The aim is to deploy the project in phases across three regencies in Java—Malang, Magelang and Sukabumi, serving a combined population of over 6.5 million residents. At full capacity, the three systems expect to collect a combined total of over 800,000 tonnes of municipal solid waste and divert about 140,000 tonnes of plastic waste every year with the potential to create around 8,000 jobs. The multi-year initiative has kicked off in Malang, the second largest regency in East Java. Phase One expects to serve more than 2.6 million people and will be developed at a cost of US$29 million which will be fully funded by the Alliance.
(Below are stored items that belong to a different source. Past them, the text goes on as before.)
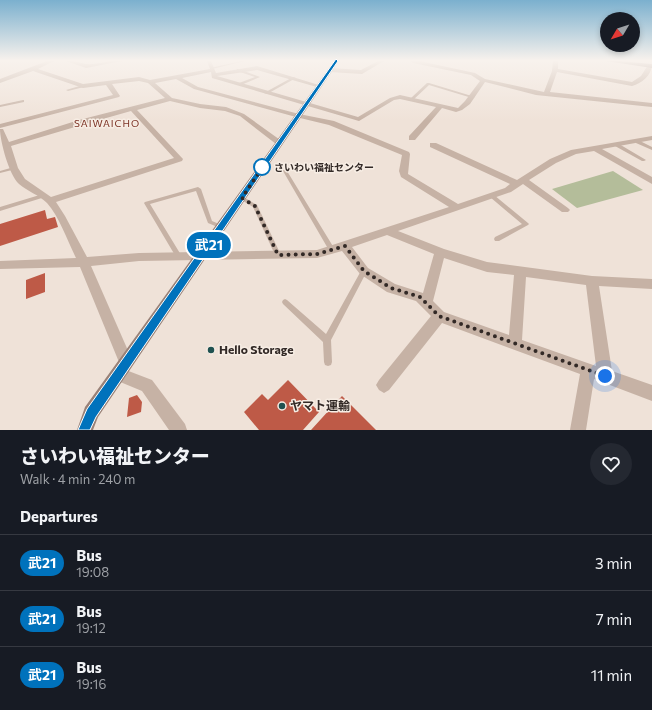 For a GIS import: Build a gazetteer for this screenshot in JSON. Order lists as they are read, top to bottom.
{
  "districts": ["SAIWAICHO"],
  "places": ["さいわい福祉センター", "Hello Storage", "ヤマト運輸"],
  "lines": ["bus line 武21"],
  "north": "bottom left",
  "page": {
    "on_map": "武21",
    "heading": [
      ["さいわい福祉センター", "Walk · 4 min · 240 m"],
      "Departures"
    ],
    "list": [
      {
        "mark": "武21",
        "name": "Bus",
        "note": "19:08",
        "value": "3 min"
      },
      {
        "mark": "武21",
        "name": "Bus",
        "note": "19:12",
        "value": "7 min"
      },
      {
        "mark": "武21",
        "name": "Bus",
        "note": "19:16",
        "value": "11 min"
      }
    ]
  }
}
Luhut Binsar Pandjaitan, Indonesia’s Coordinating Minister for Maritime and Investment Affairs, said: “Innovation and collaboration will be crucial in tackling the plastic waste problem. The Bersih Indonesia programme must be able to combine waste management models with circular economy principles to increase the economic value of plastic waste and facilitate the development of downstream ecosystems. It will pioneer new revenue streams by working with traders to create end-markets for recyclates and extract maximum value from materials including glass, paper, metal, and plastic waste. The innovative collection initiatives will further unlock value for hard-to-recycle plastic waste including flexible packaging, using it as feedstock for chemical recycling.”

Kristin Hughes, Director of the Global Plastic Action Partnership, World Economic Forum, said: “The Global Plastic Action Partnership and its national platforms were designed to drive significantly more action to match the scale of the plastic waste challenge. Multi-stakeholder collaboration reflects the responsibility that all actors—from industry to governments to the public—have to eliminate plastic waste in the environment. The Bersih Indonesia programme is representative of that kind of collective action needed.”

Jacob Duer, President and CEO of the Alliance, said: “The Bersih Indonesia programme will establish a holistic operating model that addresses waste management gaps in underserved communities. Insufficient capital investment, low profitability, lack of technical capacity and capability, and inadequate governance have historically hindered waste management, particularly in emerging markets. In particular, the scale of investment required to tackle the plastic waste problem has been a significant hurdle. This pilot programme has the potential to create a blueprint for future financially sustainable waste management projects in underserved communities around the world.”

“The Alliance and its partners are committed to the strong, smooth implementation of Bersih Indonesia. And we look forward to delivering a waste management system that supports Indonesia’s plastic waste-free ambitions while benefitting local communities” he concluded.

They were speaking on the side of the UN Ocean Conference in Lisbon.